(ANS – San Benito) – “With every embrace, every kiss, evey tear I share with these extraordinary people I meet Christ and there are no words to describe what I feel. It is a privilege and an honour to devote myself to them!” This is the spirit in which Emanuela, a young Italian graduate from the Salesian Youth Movement is undertaking a month of voluntary service in the San Benito Salesian mission in Guatemala.
Emanuela arrived at the beginning of June and was immediately struck by the beauty of the places and the contrasts: “the countryside is marvellous a natural green landscape that leaves you open-mouthed. However, it is a very poor country, where not everyone has a house and many of the roads are not even asphalted.” Poverty is often associated with delinquency which is so widespread that “people on the back of motor cycles are not allowed to wear helmets since most of the murders are committed by killers riding by.”
In this situation the Salesian centres are in the vanguard of education and social development; they are huge but too small in proportion to the peoples’ needs. “In Italy we complain that we don’t have enough priests, without appreciating the ones we have. In Guatemala there really is a shortage of priests and many people have to be satisfied with Mass once a year since the priest has to look after 80 communities.”

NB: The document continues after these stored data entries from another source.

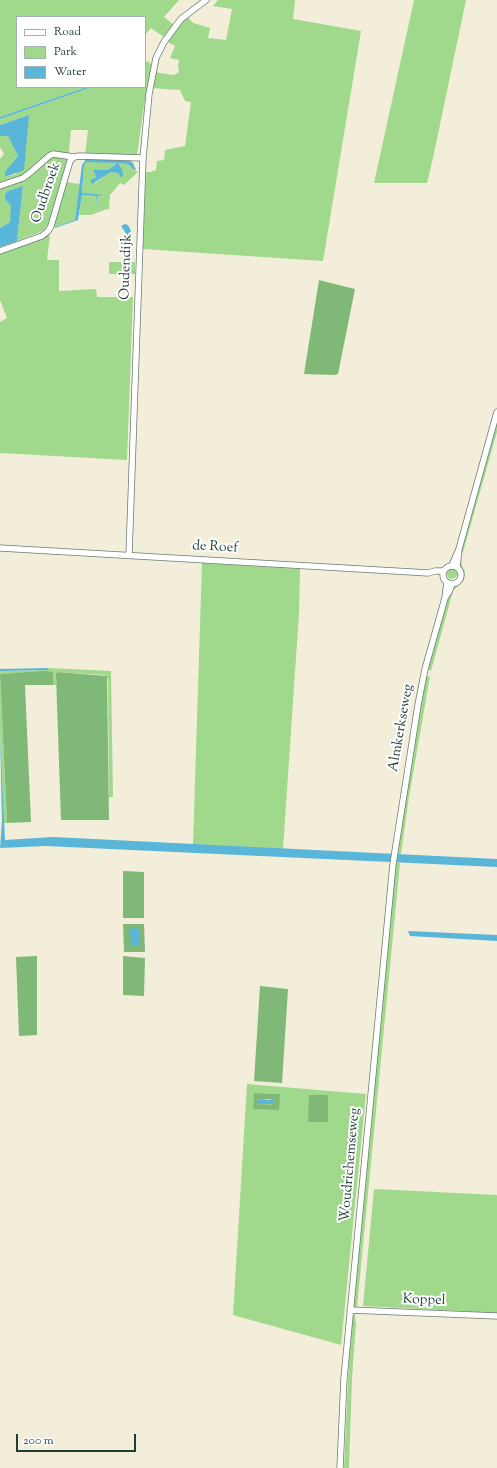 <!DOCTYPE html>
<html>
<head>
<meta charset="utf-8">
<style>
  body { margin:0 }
  #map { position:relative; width:497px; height:1468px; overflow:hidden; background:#f2eeda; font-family:"Sorts Mill Goudy",serif }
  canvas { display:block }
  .legend { position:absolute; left:16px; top:16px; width:130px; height:72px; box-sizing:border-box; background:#fff; border:1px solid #a5b1ae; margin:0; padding:5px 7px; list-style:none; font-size:12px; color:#1f3d34 }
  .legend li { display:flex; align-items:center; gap:8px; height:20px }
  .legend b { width:20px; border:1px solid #a5b1ae }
  .scale { position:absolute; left:16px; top:1434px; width:120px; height:18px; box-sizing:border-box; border:2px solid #1f3d34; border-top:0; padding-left:5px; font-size:12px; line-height:14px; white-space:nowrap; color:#1f3d34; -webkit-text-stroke:3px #fff; paint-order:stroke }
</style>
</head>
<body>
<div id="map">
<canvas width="497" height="1468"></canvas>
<ul class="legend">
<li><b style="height:5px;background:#fff"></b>Road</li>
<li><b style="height:11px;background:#a0d98b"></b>Park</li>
<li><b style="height:11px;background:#5ab6d8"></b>Water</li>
</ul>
<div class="scale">200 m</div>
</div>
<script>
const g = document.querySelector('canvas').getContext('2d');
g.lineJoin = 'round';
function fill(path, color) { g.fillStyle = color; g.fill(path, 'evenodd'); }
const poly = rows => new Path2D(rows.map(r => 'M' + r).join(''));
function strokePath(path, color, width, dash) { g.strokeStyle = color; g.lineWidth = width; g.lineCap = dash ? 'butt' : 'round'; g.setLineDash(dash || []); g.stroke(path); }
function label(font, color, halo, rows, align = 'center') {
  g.font = font + ' "Sorts Mill Goudy",serif'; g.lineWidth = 4; g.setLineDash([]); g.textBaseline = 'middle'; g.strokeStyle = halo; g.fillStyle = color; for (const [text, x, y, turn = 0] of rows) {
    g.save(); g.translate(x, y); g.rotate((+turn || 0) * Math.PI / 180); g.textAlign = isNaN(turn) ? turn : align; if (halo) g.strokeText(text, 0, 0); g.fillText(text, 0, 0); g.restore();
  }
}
fill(poly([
  [0,0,179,0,164,17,174,25,164,37,151,28,145,35,145,17,17,17,17,87,87,87,0,117],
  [218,0,295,0,293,19,361,31,323,261,143,249,146,172,151,172,156,170,157,161,164,160,165,150,185,146,191,102,185,101,180,90,151,88,154,72,174,75,179,72,178,66,179,60,170,58,175,46,166,41,173,31,187,16,193,23,210,28,208,38,226,40,232,9,213,6],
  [414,0,466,0,433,158,427,183,374,183],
  [145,61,149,62,152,66,147,100,145,101,144,105,137,155,85,155,88,130,71,130,69,153,53,153,24,176,0,185,0,159,4,154,0,147,0,136,7,135,8,136,18,156,5,177,16,174,29,115,0,125,0,119,92,87,145,87],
  [53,156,68,157,48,225,43,230,38,233,0,247,17,240,23,186,7,191,5,195,5,199,12,206,10,222,0,228,0,188,14,184],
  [89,161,117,163,116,164,108,170,93,169,96,177,94,179,95,183,111,172,118,173,121,178,122,169,118,163,128,164,134,170,138,172,124,185,120,183,111,194,110,194,109,210,107,209,91,215,79,215,82,195,96,196,97,210,97,196,103,196,82,193,84,166,86,162],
  [65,182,80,184,75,220,52,228],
  [50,235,47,260,59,260,59,291,96,289,97,297,133,297,127,460,0,453,0,322,7,318,0,300,0,254],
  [109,262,135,262,135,274,109,274],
  [497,422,497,432,463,552,460,556],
  [461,559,462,566,465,572,464,580,453,591,431,671,429,670,428,668,436,637,451,590,460,583,463,578,463,573,460,565],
  [202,563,300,569,299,613,283,849,193,844],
  '447 574a5 5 0 1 1 10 0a5 5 0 1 1-10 0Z',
  [48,668,111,671,113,797,109,797,108,679,105,675,58,672,56,673,56,685,53,685,52,672,0,674,7,823,4,823,0,731,0,671,48,670],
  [430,676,409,797,401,854,396,854,401,819,426,677],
  [395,863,400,863,357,1307,356,1308,352,1304],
  [247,1084,366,1094,341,1345,233,1315],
  [255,1093,280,1094,253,1109],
  [374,1189,497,1195,497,1313,363,1306],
  [355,1314,356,1324,352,1378,349,1468,344,1468,351,1317]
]), '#a0d98b');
fill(poly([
  [319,280,355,289,338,374,335,375,304,374],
  [46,671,53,672,53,685,25,685,31,822,7,823,0,674],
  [58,672,107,676,109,820,61,820,56,676,56,673],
  [123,871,144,872,144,918,123,918],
  [123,924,144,924,145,952,124,952],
  [37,956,37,1035,19,1036,16,957],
  [123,956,145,958,144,996,123,995],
  [260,986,288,989,282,1083,254,1081],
  [254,1093,280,1094,279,1110,253,1109],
  [259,1099,272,1099,273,1100,272,1105,258,1104],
  [309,1095,328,1095,328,1122,308,1122]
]), '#80b977');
fill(poly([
  [87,87,92,87,0,119,0,117],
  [29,115,24,170,5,177,5,172,18,156,8,136,0,136,0,125],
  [86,159,130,161,133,163,136,170,134,170,128,164,118,163,122,169,123,175,121,178,118,173,111,172,92,184,90,181,96,177,93,169,108,170,116,164,117,163,86,162,84,166,82,193,104,195,97,196,97,210,96,196,82,195,78,220,55,228,55,227,75,220,82,165],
  [23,186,17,241,0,247,0,228,10,222,11,206,5,199,5,195,7,191],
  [125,224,128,225,131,231,128,236,125,234,125,232,121,226],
  [48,668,48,670,0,671,0,669],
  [0,731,5,840,53,837,497,859,497,867,46,846,0,848,2,821],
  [130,928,140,929,140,945,131,945],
  [408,931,497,935,497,941,410,936],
  [260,1099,273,1100,273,1104,258,1104,258,1101]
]), '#5ab6d8');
const minor = poly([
  [0,186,23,178,31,172,49,156,53,154,74,157],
  [0,251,42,236,48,231,51,226,70,161,74,157,79,156,143,158],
  [0,548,412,572,428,573,435,571,443,571],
  [459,549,497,412],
  [129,555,143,158,149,94,156,58,164,42,181,19,206,0],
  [452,565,459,549,457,567],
  '443 575a9 9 0 1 1 18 0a9 9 0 1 1-18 0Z',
  [445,598,449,592,452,584],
  [350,1310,497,1316],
  [340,1468,344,1378,393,864,418,705,425,669,445,598,447,582]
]);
strokePath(minor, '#697b6e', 7);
strokePath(minor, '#fff', 5.5);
label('14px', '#1f3d34', '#fff', [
  ["Oudbroek",47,193,-71],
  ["Oudendijk",127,267,-88],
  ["de Roef",215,548,3],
  ["Almkerkseweg",402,728,-80],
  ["Woudrichemseweg",351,1165,-85],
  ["Koppel",424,1301,2]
]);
</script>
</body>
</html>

The people are very welcoming: “Here this means not only offering hospitality but also sharing all the problems and the needs that people have.” And prayer is a constant in their lives. “There is a realisation that eveything comes from God and that only with Him can anything be done. It is lovely praying here, and I have to say that it is the first time I can say I prayed from the heart.”
However, the condition of women is terrible, they are the worst victims. The same has to be said for the sick and the poor who cannot afford the treatment they need: like Angel, a little boy of two and a half condemned to an inevitable death from a simple infection. “I’m left with the conviction that the Lord is trying to say something to me but as yet I don’t really understand what,” Emanuela said sadly in a moment of discouragement.
But there is light in the darkness: a day of recollection organised by the Salesians for 64 teenagers, open to everyone, with singing, games, discussions left the youngsters happy because for perhaps the first time they felt they were loved. “Having someone interested in them, showing them another way of life with different values and ideals such as those Christianity proposes is fundamental! And this is precisely what the Salesians surrounded by thousands of difficulties are doing! she concludes.